【Opinion】 The U.S. trade promotion authority vs. Japan’s Diet resolution (June 16, 2015)

 

20150402DN0211Yoichi Tashiro, Professor of agricultural economics at Otsuma Women’s University

The U.S. House of Representatives has narrowly passed the Trade Promotion Authority bill, which would give President Barack Obama the latitude to negotiate a 12-nation Pacific trade deal sought by most Republicans, but since Democrats sank the related Trade Adjustment Assistance bill to slow down the process, further Congressional maneuvering is expected this week.

It is surprising that the Trans-Pacific Partnership free-trade talks is becoming such an issue of controversy in U.S. politics. This shows that democracy still exists in the U.S. unlike in Japan, where the government is rushing to conclude the talks.
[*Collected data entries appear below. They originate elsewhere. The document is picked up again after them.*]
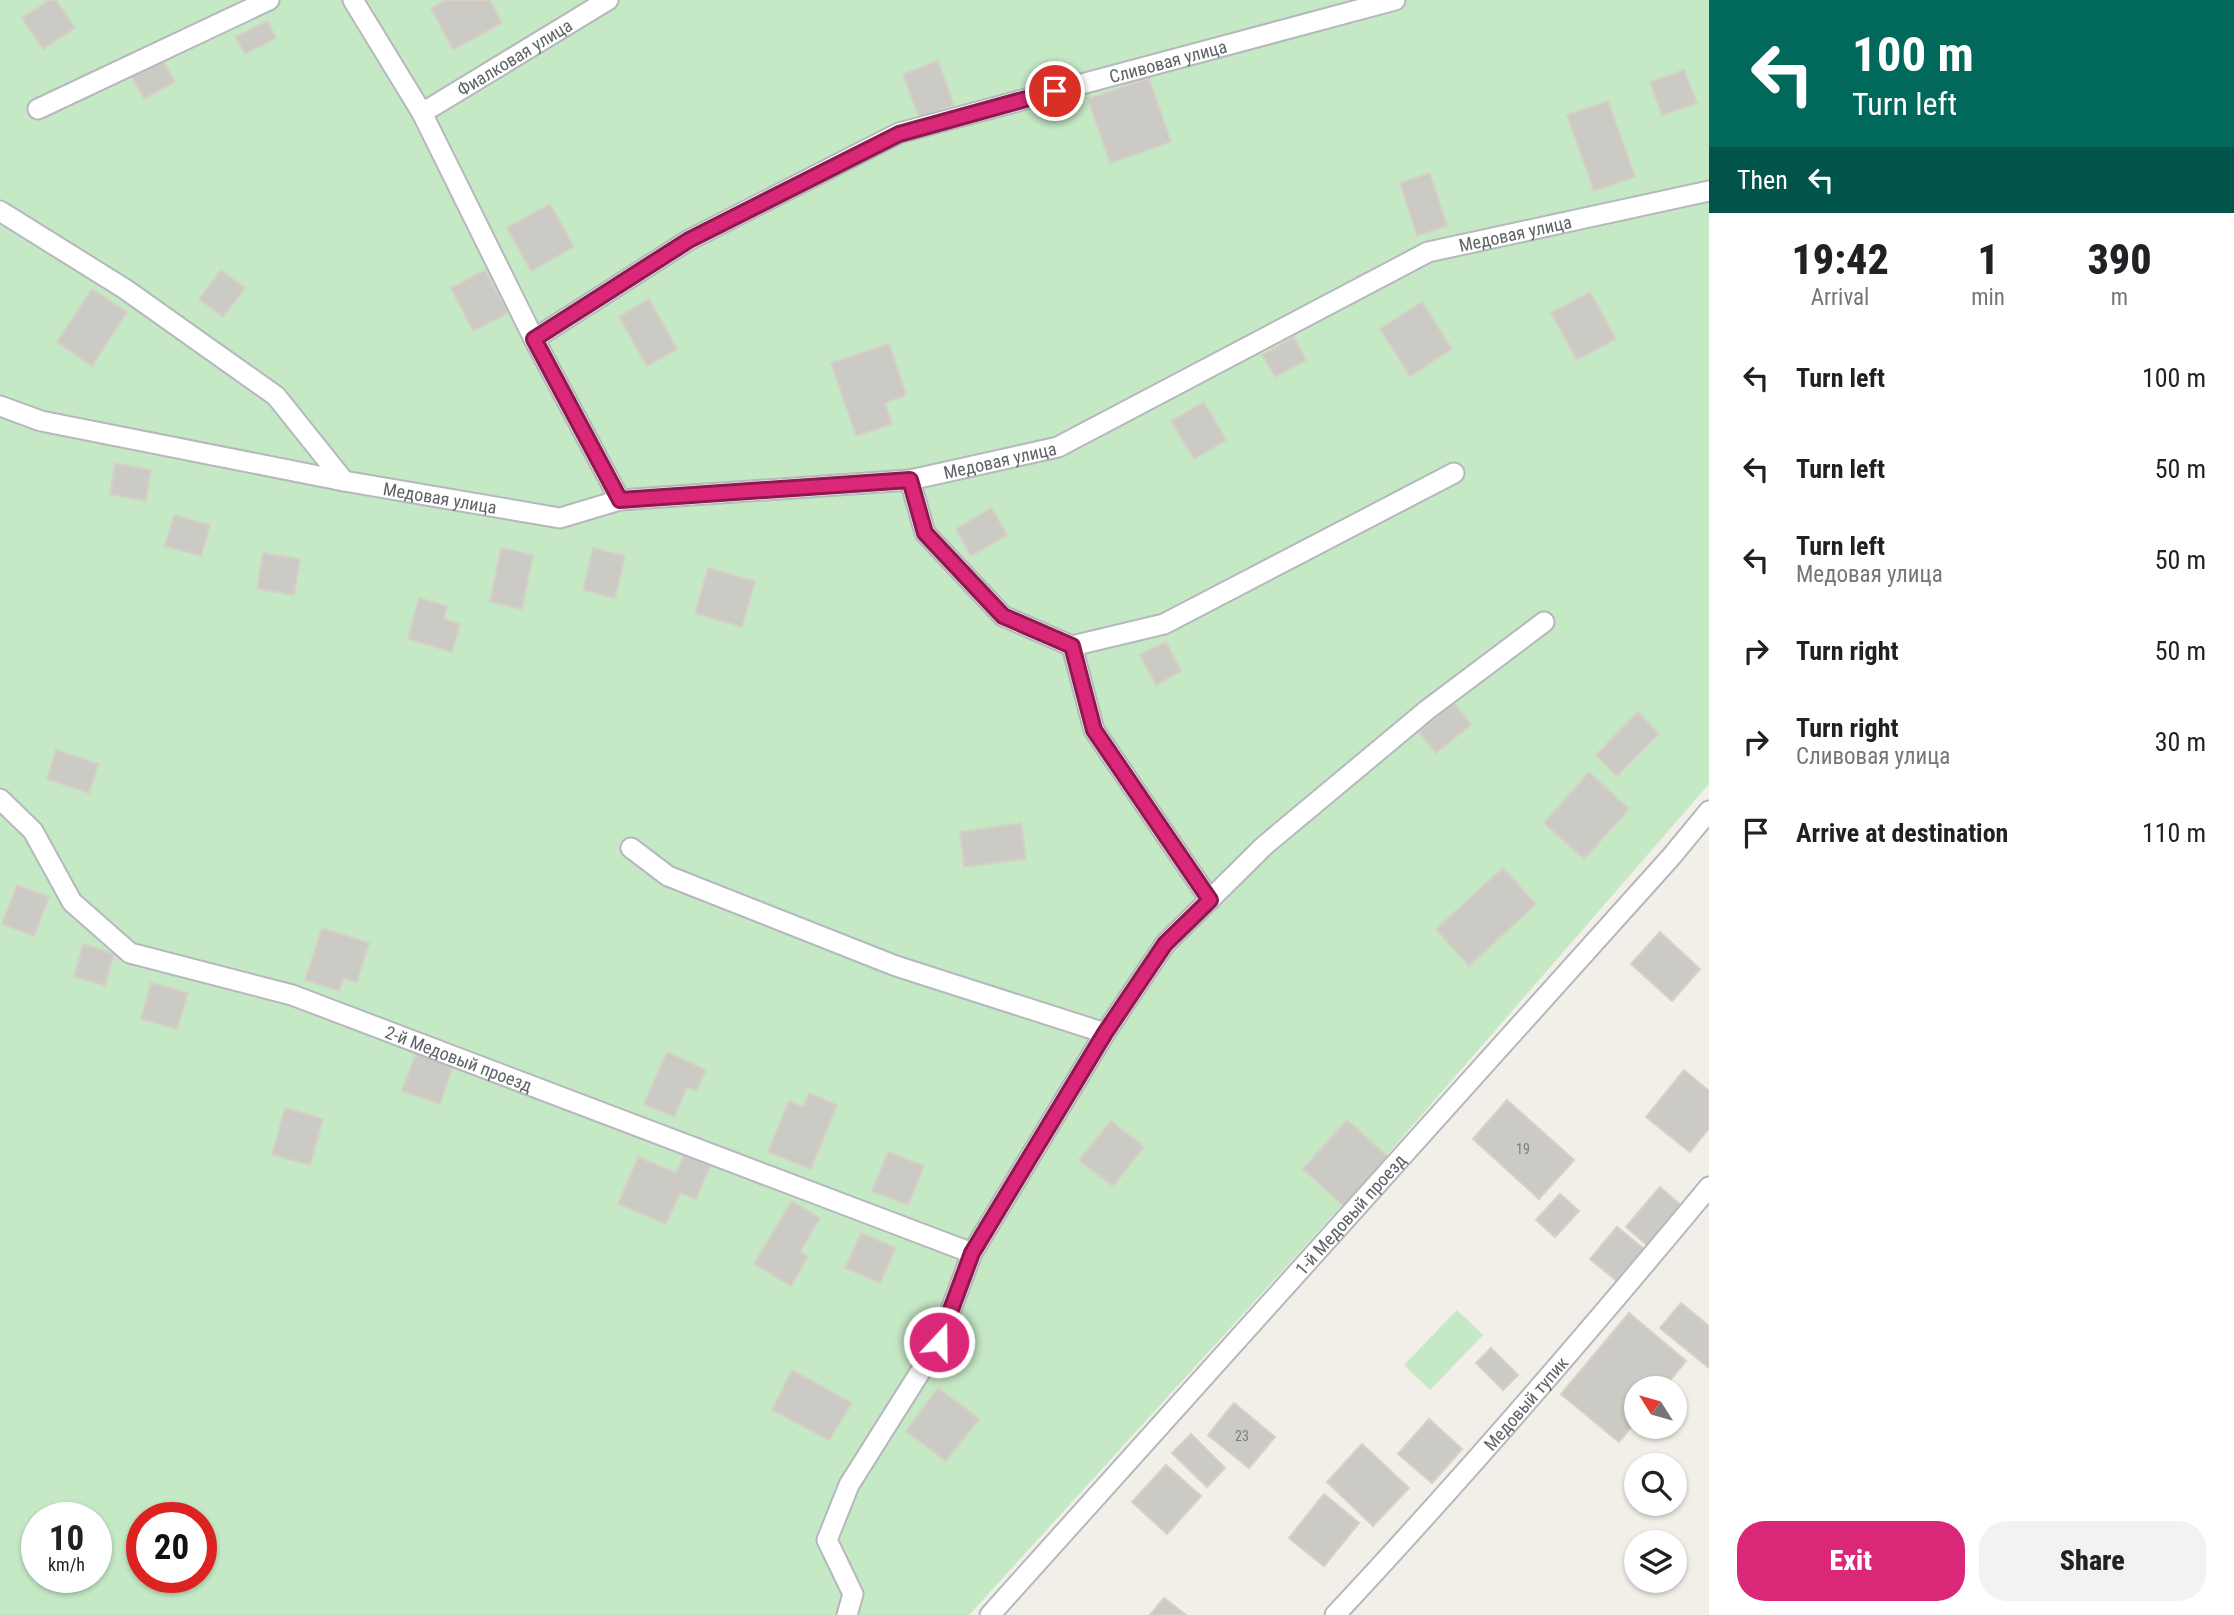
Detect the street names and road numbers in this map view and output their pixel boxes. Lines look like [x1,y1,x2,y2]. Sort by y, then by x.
street label: Фиалковая улица [453,14,576,100]
street label: Сливовая улица [1107,35,1229,87]
street label: Медовая улица [1457,211,1573,256]
street label: Медовая улица [941,437,1058,483]
street label: Медовая улица [382,477,498,517]
street label: 2-й Медовый проезд [383,1021,535,1096]
street label: 1-й Медовый проезд [1291,1149,1410,1279]
street label: Медовый тупик [1479,1352,1572,1454]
Prime Minister Shinzo Abe has declared in his speech made in U.S. Congress in April that as for U.S.-Japan negotiations, “the goal is near.” Can we possibly allow the government to reach that goal?

The TPP talks became a political issue in Japan in April 2013, when the Diet approved a resolution stating that five key agricultural products, including rice and beef, should be exempted from tariff negotiations or be subject to renegotiation. It also stated that the government must not accept even the gradual elimination of tariffs over a period of more than ten years.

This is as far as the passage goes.